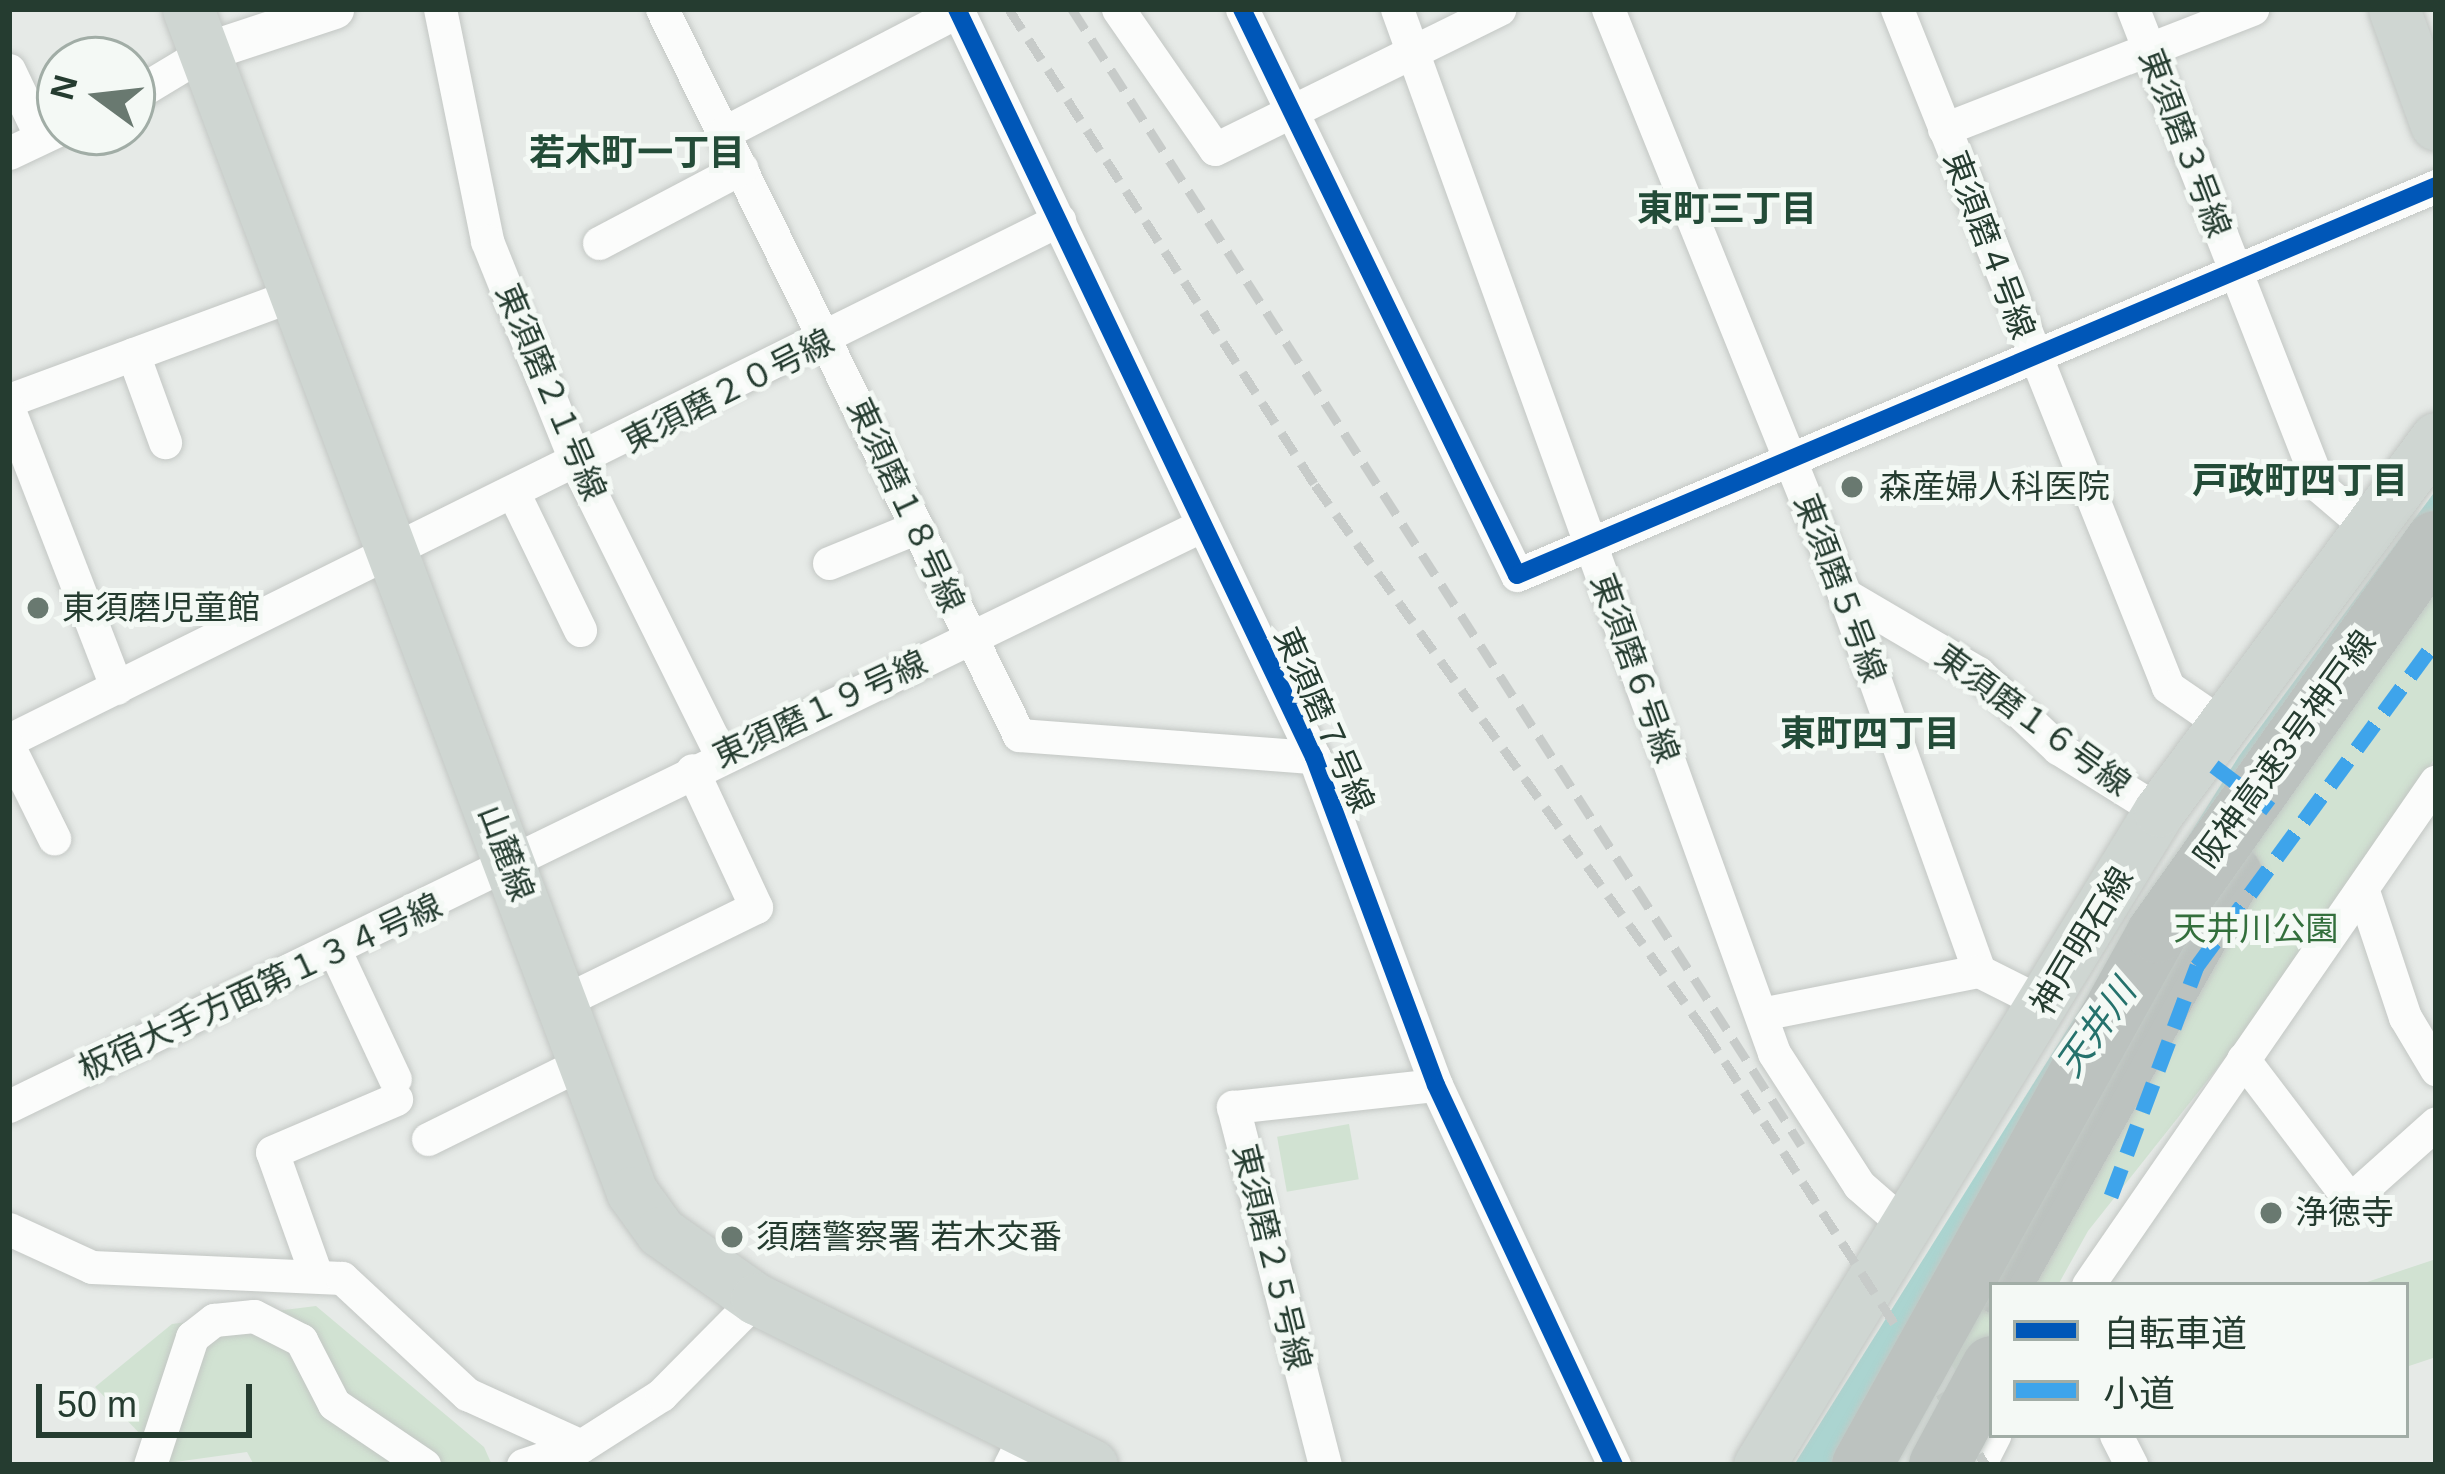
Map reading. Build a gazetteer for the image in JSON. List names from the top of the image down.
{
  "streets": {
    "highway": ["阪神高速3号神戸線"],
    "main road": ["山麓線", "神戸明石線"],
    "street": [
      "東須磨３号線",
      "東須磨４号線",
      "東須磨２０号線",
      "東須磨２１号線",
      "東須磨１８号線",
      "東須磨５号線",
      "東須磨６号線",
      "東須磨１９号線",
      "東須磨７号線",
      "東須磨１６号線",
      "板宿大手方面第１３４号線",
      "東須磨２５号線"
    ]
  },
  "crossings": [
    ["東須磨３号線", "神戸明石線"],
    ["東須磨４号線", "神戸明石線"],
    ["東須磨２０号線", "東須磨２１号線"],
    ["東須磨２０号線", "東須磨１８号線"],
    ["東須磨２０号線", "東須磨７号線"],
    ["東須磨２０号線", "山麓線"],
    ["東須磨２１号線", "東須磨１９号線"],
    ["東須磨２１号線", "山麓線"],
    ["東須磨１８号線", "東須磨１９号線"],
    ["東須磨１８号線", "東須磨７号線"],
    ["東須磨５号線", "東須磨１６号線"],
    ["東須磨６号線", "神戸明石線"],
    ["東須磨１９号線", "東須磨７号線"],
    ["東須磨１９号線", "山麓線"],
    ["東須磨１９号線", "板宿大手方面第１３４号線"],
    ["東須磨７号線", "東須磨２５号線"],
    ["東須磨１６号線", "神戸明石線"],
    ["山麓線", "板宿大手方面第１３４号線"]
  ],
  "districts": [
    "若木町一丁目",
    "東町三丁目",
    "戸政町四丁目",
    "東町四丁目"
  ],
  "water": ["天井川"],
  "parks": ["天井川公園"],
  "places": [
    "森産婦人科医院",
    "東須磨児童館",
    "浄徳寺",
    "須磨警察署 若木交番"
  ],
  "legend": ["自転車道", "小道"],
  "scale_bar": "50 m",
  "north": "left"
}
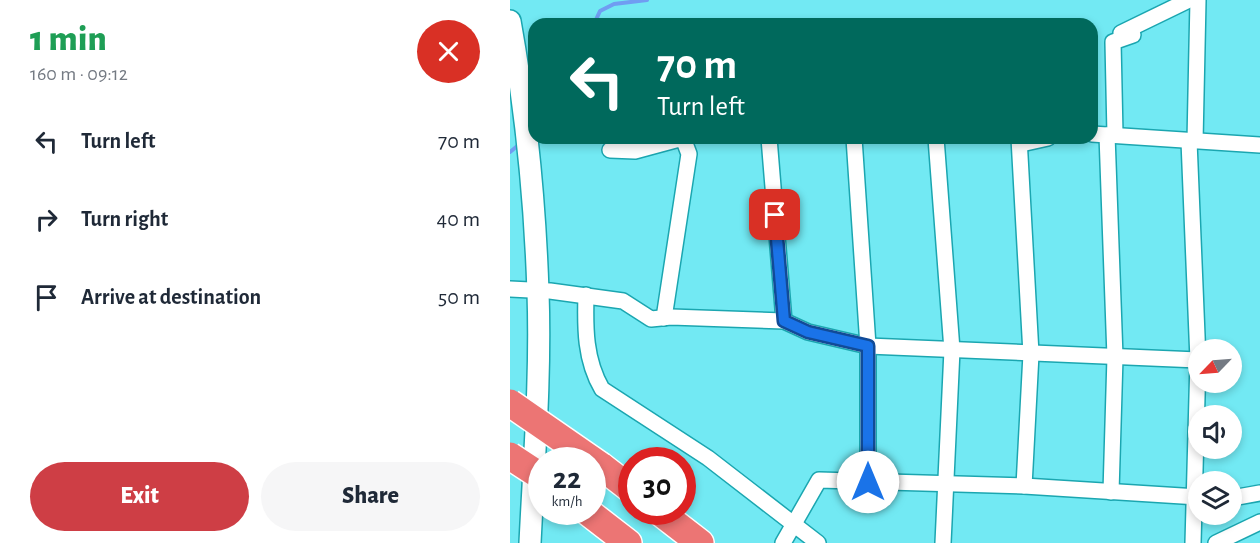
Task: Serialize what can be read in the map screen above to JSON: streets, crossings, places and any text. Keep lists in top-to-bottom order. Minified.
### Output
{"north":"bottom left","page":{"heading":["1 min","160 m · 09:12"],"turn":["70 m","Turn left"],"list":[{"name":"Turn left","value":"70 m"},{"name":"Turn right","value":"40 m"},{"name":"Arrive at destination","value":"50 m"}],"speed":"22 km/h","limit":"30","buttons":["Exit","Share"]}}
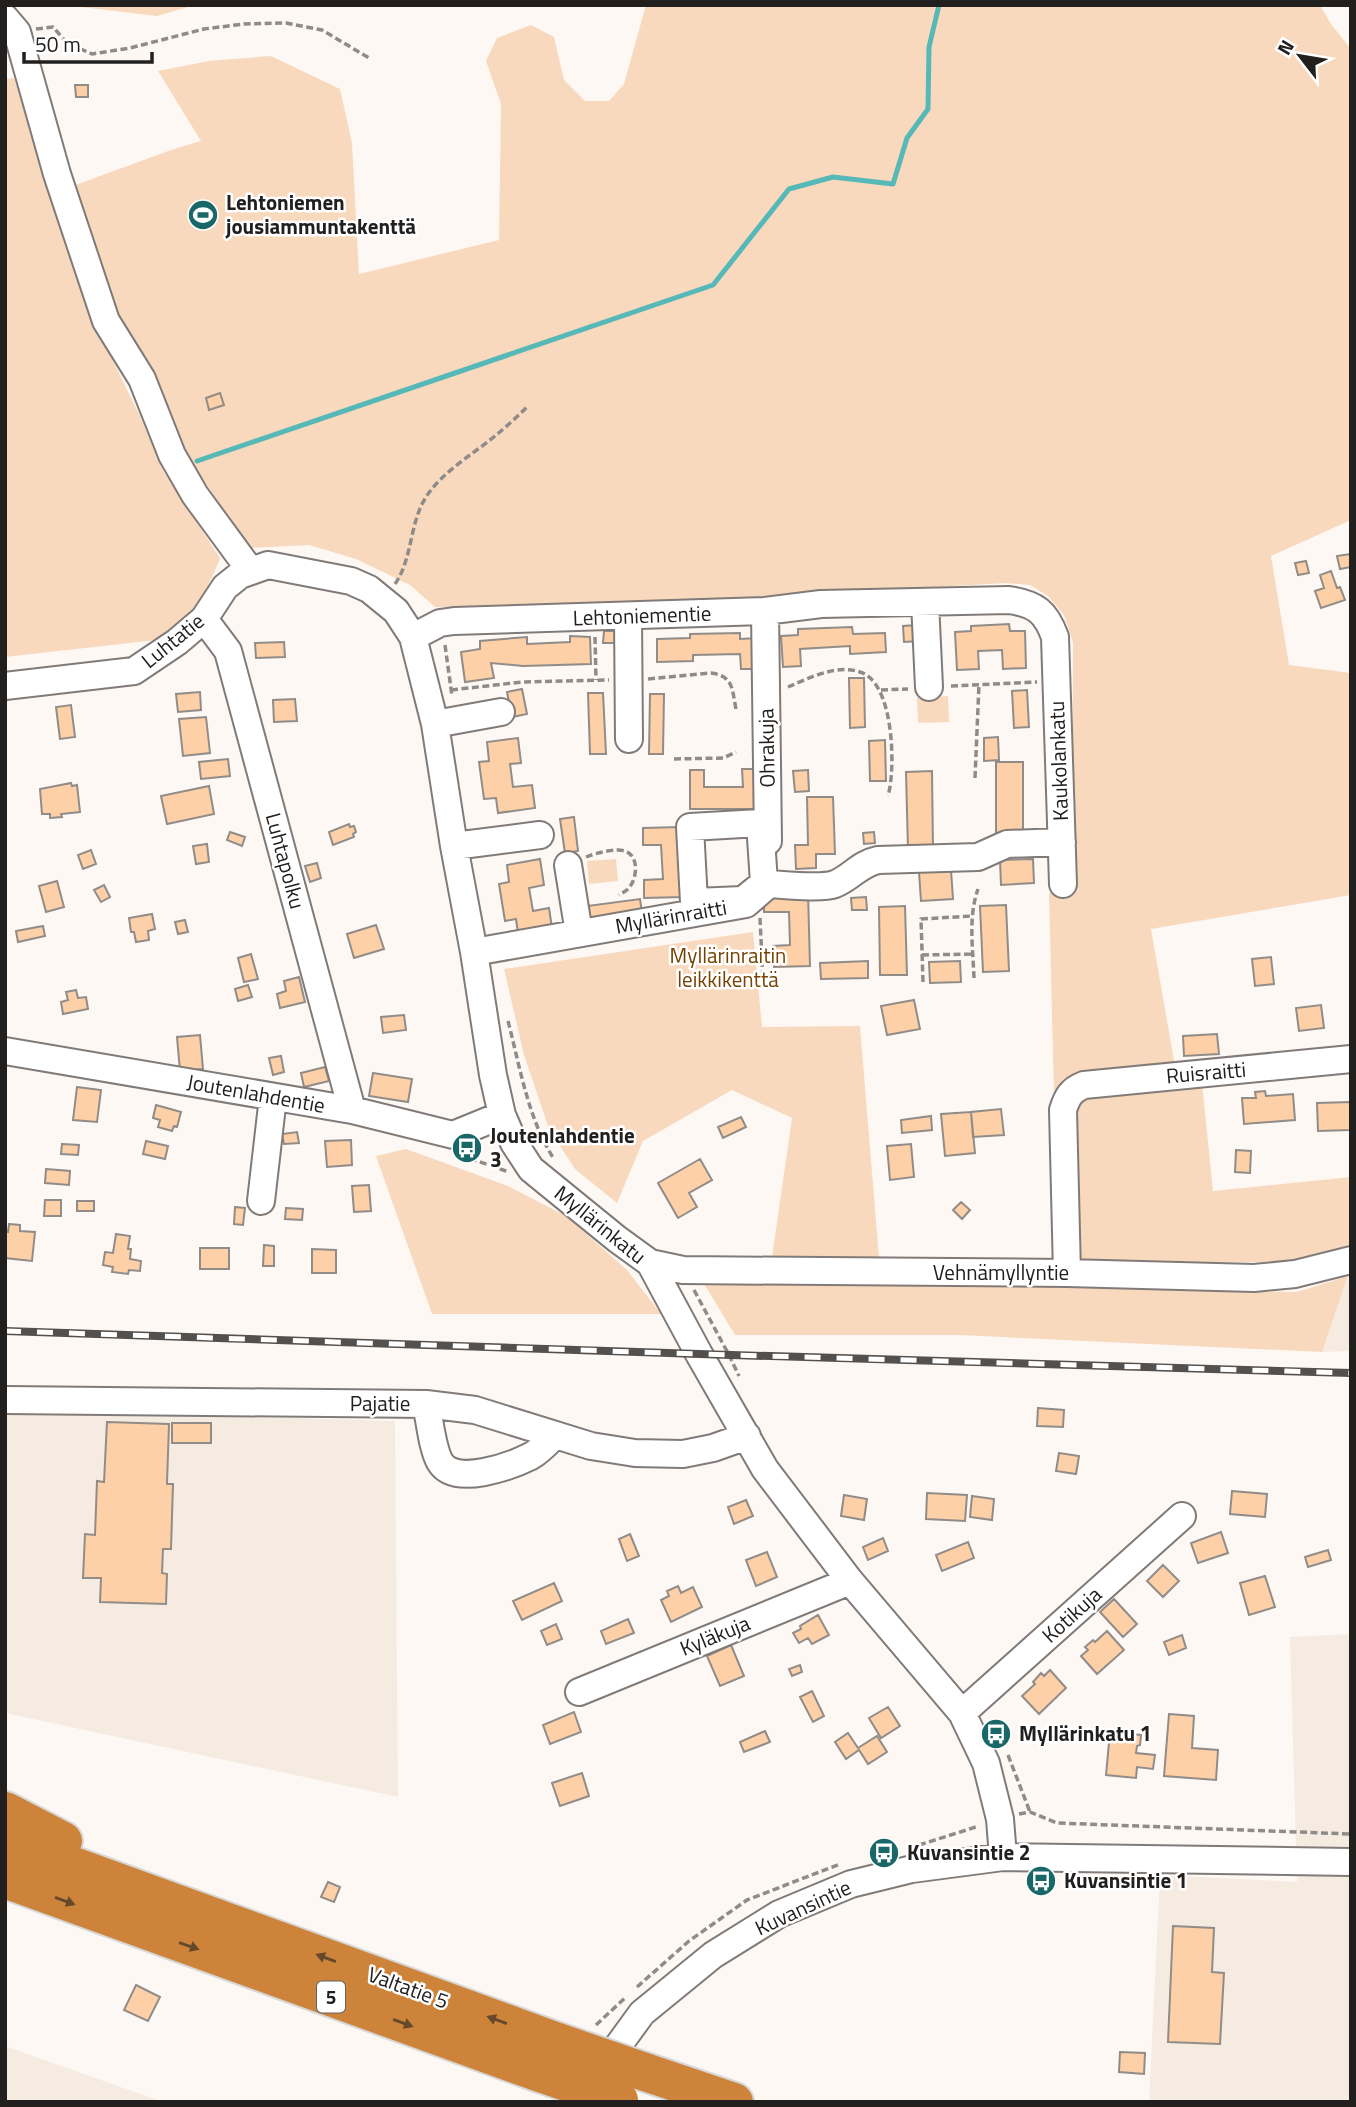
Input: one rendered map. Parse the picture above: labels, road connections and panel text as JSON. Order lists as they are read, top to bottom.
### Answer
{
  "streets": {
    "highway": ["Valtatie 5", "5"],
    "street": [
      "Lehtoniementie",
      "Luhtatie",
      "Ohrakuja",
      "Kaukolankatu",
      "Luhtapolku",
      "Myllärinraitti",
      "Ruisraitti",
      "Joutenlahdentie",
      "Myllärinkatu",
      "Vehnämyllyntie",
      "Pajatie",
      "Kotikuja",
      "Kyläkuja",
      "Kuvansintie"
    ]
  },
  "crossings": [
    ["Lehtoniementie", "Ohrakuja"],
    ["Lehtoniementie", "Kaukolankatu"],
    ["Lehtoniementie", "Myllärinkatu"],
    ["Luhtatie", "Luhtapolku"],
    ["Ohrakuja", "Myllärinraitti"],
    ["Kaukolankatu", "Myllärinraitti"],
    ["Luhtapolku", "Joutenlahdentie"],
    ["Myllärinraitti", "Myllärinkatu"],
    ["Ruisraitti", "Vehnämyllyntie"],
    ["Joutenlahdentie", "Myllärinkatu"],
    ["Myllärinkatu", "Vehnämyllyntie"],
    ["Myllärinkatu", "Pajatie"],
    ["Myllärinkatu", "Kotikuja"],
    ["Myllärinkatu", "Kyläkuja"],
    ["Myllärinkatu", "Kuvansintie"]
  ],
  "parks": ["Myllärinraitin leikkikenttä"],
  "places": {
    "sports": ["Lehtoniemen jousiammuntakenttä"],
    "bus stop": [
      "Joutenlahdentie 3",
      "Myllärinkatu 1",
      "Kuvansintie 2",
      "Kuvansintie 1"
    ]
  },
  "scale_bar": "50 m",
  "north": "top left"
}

+===+

Tally the lines in the entries above that hold the string "Joutenlahdentie" and state the tally alone.

▸ Response for this exercise:
4